The origins of the Science Museum lie in the nineteenth-century movement to improve scientific and technical education. Prince Albert was a leading figure in this movement, and he was primarily responsible for the Great Exhibition of 1851 to promote the achievements of science and technology. The profits of the hugely successful Exhibition were used to purchase land in South Kensington to establish institutions devoted to the promotion and improvement of industrial technology. At the same time, the Government set up a Science & Art Department which established the South Kensington Museum in 1857, from which the Science Museum and Victoria & Albert Museum have developed.

The objects on display in the South Kensington Museum were drawn from various sources including the Great Exhibition. Most were art objects, but the 'science collections', as they were known, included models, apparatus, examples of materials, books and educational resources. The collections were boosted by an international exhibition in 1876 of scientific instruments. In 1884 the Patent Museum passed on its stock of patent models to the science collections, including priceless objects such as Stephenson's 'Rocket' and Arkwright's original textile machinery. The arts and science collections gradually assumed their own identities to the extent that the Science Museum and the Victoria & Albert Museum were formally separated in 1909. A new building to house the Science Museum was formally opened by King George V in 1928. The Museum continued to expand its premises and its collections. In the early 1980s, objects from the Wellcome collection were placed on permanent display.

One of Britain's most significant contributions to industrialisation was the development of the steam railway in the nineteenth century. The extensive collections on railway history held by British Railways were transferred to the Science Museum as a result of the 1968 Transport Act. This led to the establishment of the National Railway Museum in York in 1975. A second initiative was the opening of the National Museum of Photography, Film & Television in Bradford in 1983 which aims to study the art and the science of images. Collectively the three museums are known as the National Museum of Science & Industry. In 1976 the Science Museum acquired the valuable Wellcome Collection of over 125,000 objects. The Collection spans the history and practice of medicine from the ancient Greeks to present-day techniques, and is continually updated to map developments in biochemistry and genetics.

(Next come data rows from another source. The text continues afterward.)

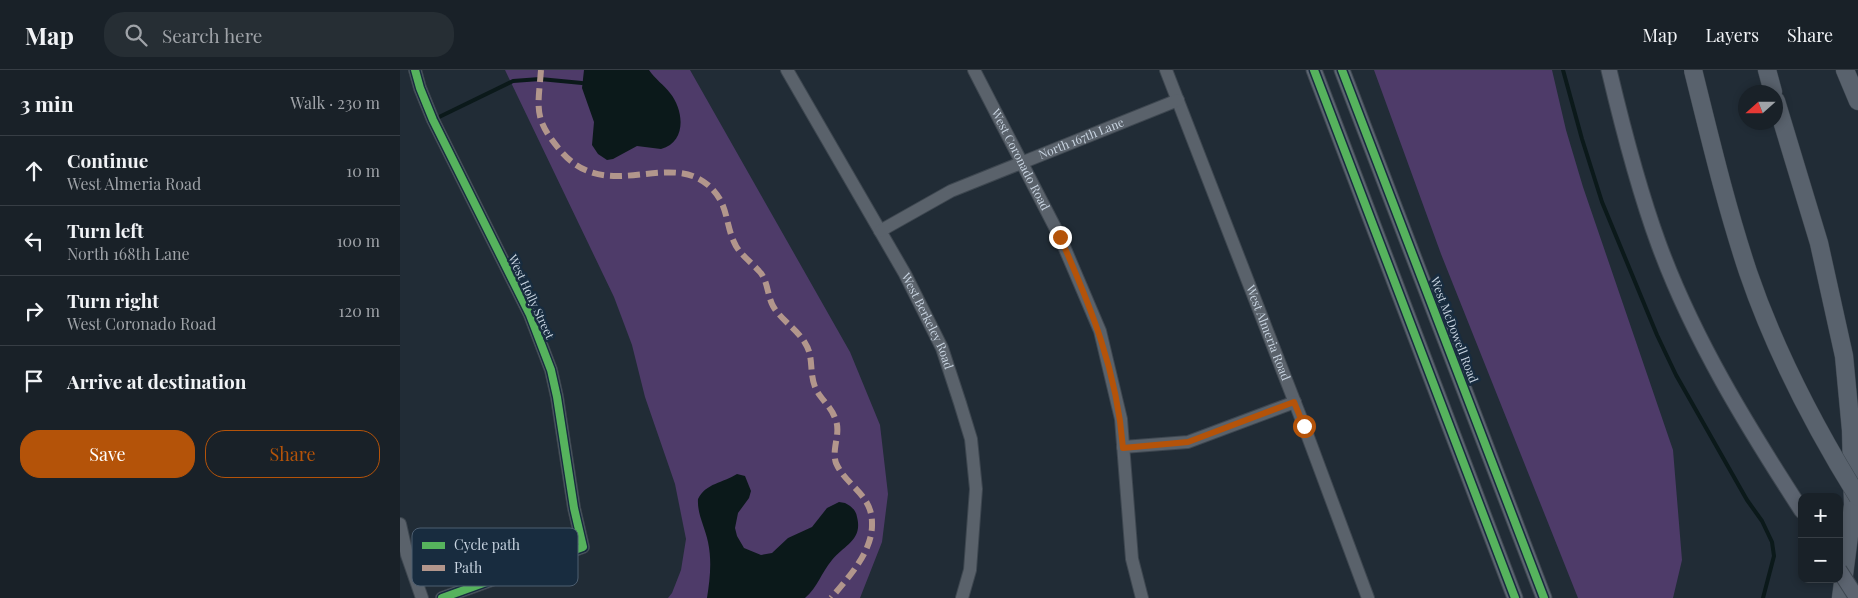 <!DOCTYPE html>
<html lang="en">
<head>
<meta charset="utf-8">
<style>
	:root { --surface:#192128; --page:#262e34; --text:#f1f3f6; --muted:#9fa3a8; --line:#373e45; --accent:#b45309 }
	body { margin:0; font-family:"Playfair Display",serif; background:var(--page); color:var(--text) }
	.controls { position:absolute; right:15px; bottom:15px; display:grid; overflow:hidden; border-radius:10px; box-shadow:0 2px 8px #0003 }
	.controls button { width:45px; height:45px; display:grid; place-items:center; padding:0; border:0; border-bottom:1px solid var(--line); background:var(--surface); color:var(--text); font:25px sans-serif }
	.compass { position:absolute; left:1338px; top:15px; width:45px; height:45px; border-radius:50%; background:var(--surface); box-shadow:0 2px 8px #0003; rotate:249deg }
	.stop { position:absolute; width:15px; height:15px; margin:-11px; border:4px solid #b45309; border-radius:50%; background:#fff }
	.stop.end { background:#b45309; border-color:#fff; box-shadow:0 1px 5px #0008 }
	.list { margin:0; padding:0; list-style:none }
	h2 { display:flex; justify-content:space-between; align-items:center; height:65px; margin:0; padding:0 20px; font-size:21px }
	h2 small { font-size:16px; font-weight:400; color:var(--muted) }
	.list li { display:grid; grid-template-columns:32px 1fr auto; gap:15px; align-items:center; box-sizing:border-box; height:70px; padding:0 20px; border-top:1px solid var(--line) }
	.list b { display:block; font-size:19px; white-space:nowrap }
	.list p { margin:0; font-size:16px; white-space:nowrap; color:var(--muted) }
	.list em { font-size:16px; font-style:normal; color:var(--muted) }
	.actions { display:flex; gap:10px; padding:15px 20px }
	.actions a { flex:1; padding:11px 0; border:1px solid var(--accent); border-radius:20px; text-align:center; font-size:18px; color:var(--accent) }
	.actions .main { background:var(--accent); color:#fff }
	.icon { flex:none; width:28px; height:28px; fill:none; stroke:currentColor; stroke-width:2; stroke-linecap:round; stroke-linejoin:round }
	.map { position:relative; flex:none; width:1458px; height:528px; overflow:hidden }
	header { display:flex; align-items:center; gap:30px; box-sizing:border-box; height:70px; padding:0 25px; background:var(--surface); border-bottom:1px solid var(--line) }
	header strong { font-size:24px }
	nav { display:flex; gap:28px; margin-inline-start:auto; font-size:18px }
	.search { width:350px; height:45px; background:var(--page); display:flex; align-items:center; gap:12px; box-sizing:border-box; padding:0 18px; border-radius:20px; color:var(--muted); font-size:19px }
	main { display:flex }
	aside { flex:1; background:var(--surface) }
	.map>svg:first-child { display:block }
	.green { fill:#4e3b69 }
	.water { fill:#0b191a }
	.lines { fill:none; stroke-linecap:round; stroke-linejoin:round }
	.stream { stroke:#0b191a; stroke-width:4 }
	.minor-casing { stroke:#3e4750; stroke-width:14 }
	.major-casing { stroke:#3e4750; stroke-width:17 }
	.highway-casing { stroke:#3e4750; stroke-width:19 }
	.minor { stroke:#5a626b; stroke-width:12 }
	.major { stroke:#5c6470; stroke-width:15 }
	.highway { stroke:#59626d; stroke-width:18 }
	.major-bridge-casing { stroke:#3e4750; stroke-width:17; stroke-linecap:butt }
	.highway-bridge-casing { stroke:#3e4750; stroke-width:19; stroke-linecap:butt }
	.major-bridge { stroke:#5c6470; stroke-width:15 }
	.highway-bridge { stroke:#59626d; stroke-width:18 }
	.quiet { stroke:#b2968c; stroke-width:6; stroke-dasharray:12 6; stroke-linecap:butt }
	.cycleway-casing { stroke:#182c3f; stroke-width:11 }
	.cycleway { stroke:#56b35d; stroke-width:8 }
	.route { stroke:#b45309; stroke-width:6 }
	.labels { text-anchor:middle; stroke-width:5; stroke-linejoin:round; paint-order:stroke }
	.street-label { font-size:12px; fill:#c8d4e1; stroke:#182c3f }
	.key { fill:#182c3f; stroke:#4d5e70; stroke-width:1 }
	.key-label { font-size:14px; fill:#c8d4e1 }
</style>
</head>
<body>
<header>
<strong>Map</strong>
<div class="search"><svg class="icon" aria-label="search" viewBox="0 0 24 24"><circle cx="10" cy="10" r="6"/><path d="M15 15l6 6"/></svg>Search here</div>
<nav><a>Map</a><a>Layers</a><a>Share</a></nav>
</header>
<main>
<aside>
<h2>3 min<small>Walk · 230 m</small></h2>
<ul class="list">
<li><svg class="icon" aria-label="ahead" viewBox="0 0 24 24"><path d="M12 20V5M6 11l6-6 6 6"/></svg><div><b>Continue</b><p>West Almeria Road</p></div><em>10 m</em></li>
<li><svg class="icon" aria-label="left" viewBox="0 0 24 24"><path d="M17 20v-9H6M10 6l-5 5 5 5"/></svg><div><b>Turn left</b><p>North 168th Lane</p></div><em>100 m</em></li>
<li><svg class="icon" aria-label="right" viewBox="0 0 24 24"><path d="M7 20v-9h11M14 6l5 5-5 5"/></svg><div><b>Turn right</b><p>West Coronado Road</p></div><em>120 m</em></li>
<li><svg class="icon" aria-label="arrive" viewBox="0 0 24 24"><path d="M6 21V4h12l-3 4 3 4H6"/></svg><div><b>Arrive at destination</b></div></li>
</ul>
<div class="actions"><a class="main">Save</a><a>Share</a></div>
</aside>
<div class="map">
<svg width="1458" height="528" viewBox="0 0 1458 528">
	<rect width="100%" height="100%" fill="#212c36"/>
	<!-- green -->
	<path class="green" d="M105,0H290L450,282L480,355L488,424L482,472L460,528H268L272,523L281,500L286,469L275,414L245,327L232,275L214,227Z
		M974,0H1152L1166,60L1183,117L1273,380L1282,490L1273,528H1178L1041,184Z"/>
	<!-- water -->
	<path class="water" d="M184,0H249C255,9 264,15 270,23C284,40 287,72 261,79L237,76L213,89L207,90L198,84L192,75L194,52L182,18Z
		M337,404L345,406L351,421L349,428L338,443L335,458L337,466L344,478L361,485L372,483L388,468L412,457L427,438L439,432L445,433C451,436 456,440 457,447C463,470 444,475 432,490C421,503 418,517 405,528H307C310,509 312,491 308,472C305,457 297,444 298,429C306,413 323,413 337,404Z"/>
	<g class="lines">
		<!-- stream -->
		<path class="stream" d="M1163,0L1182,69L1202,132L1257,265L1276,305L1347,430L1362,451L1372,472L1374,486L1363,528
			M35,49L113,11L140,9L182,13"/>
		<!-- minor casing -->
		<g class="minor-casing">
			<g id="minor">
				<path d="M15,0L20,18L33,50L130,245L151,300L157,327L174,438L183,477L42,528"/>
				<path id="s1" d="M387,0L505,204L542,278L560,333L571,369L576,419L570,500L562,528"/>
				<path id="s2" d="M574,0L660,167L700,261L721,349L732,489L742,528"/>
				<path id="s3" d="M766,0L904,356L968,528"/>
				<path id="s4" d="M480,161L551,121L778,30"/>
				<path d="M723,377L788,372L895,332"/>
				<path d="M0,454L7,485L22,528"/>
			</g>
		</g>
		<!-- major casing -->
		<g class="major-casing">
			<path id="major" d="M914,0L1115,528
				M942,0L1144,528
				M1209,0C1223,59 1238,118 1259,175C1294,270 1347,356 1402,441"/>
		</g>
		<!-- highway casing -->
		<g class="highway-casing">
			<path id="highway" d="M1367,0L1373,22
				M1445,0L1458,31
				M1376,31L1419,173L1444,286L1451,360L1453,435L1441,528"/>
		</g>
		<!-- minor -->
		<use href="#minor" class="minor"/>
		<!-- major -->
		<use href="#major" class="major"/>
		<!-- highway -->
		<use href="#highway" class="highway"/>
		<!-- major-bridge casing -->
		<g class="major-bridge-casing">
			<path id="major-bridge" d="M1439,500L1457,528"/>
		</g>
		<!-- highway-bridge casing -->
		<g class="highway-bridge-casing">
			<path id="highway-bridge" d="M1293,0C1310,68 1326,136 1348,202C1375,281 1414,356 1458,427"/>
		</g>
		<!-- major-bridge -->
		<use href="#major-bridge" class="major-bridge"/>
		<!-- highway-bridge -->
		<use href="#highway-bridge" class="highway-bridge"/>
		<!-- quiet -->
		<path class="quiet" d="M141,0C138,39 133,48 160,80C205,135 267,80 308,115C330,134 324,154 336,176C342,186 351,192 359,201C368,210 367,225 373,236C381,250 397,259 405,273C414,286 409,302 415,317C420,329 431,336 435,348C442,363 431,378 436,393C446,416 472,424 472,453C473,481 449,507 431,528"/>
		<!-- cycleway casing -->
		<g class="cycleway-casing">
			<path id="cycleway" d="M15,0L20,18L33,50L130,245L151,300L157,327L174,438L183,477L42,528
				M914,0L1115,528
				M942,0L1144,528"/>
		</g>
		<!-- cycleway -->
		<use href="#cycleway" class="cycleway"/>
	</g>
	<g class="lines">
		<!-- route -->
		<path class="route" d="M660,167C691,237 717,301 723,378L788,372L894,332L904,356"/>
	</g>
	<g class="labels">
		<!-- street labels -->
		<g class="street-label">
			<text dy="4" stroke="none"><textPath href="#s4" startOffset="222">North 167th Lane</textPath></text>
			<text dy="4" stroke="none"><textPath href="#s2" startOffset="101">West Coronado Road</textPath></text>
			<text transform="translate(131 227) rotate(65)" y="4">West Holly Street</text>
			<text dy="4" stroke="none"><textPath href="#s1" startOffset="288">West Berkeley Road</textPath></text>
			<text transform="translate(1054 260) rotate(69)" y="4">West McDowell Road</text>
			<text dy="4" stroke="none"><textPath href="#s3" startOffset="282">West Almeria Road</textPath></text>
		</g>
	</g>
	<!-- legend -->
	<rect x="12" y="458" width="166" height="58" rx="8" class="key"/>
	<rect x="22" y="472" width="23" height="7" fill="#56b35d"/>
	<rect x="22" y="495" width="23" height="6" fill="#b2968c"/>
	<g class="key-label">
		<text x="54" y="480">Cycle path</text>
		<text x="54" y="503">Path</text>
	</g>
</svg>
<div class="controls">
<button>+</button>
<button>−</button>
</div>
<svg class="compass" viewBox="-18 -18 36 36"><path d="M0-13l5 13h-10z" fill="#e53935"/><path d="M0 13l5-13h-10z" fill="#9fa3a8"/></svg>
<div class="stop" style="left:904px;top:356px"></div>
<div class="stop end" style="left:660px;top:167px"></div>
</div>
</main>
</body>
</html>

The National Heritage Act of 1983 meant that the Museum was transferred from a government department to a Board of Trustees with members appointed by the Prime Minister. A period of rapid expansion followed. New interactive galleries, such as Launch Pad and Flight Lab, were opened, supplementary exhibitions were initiated and the Museum developed a busy programme of activities and events. New Galleries in 1996 included the imaginative "Secret Life of the Home" and extensive new hands-on education facilities.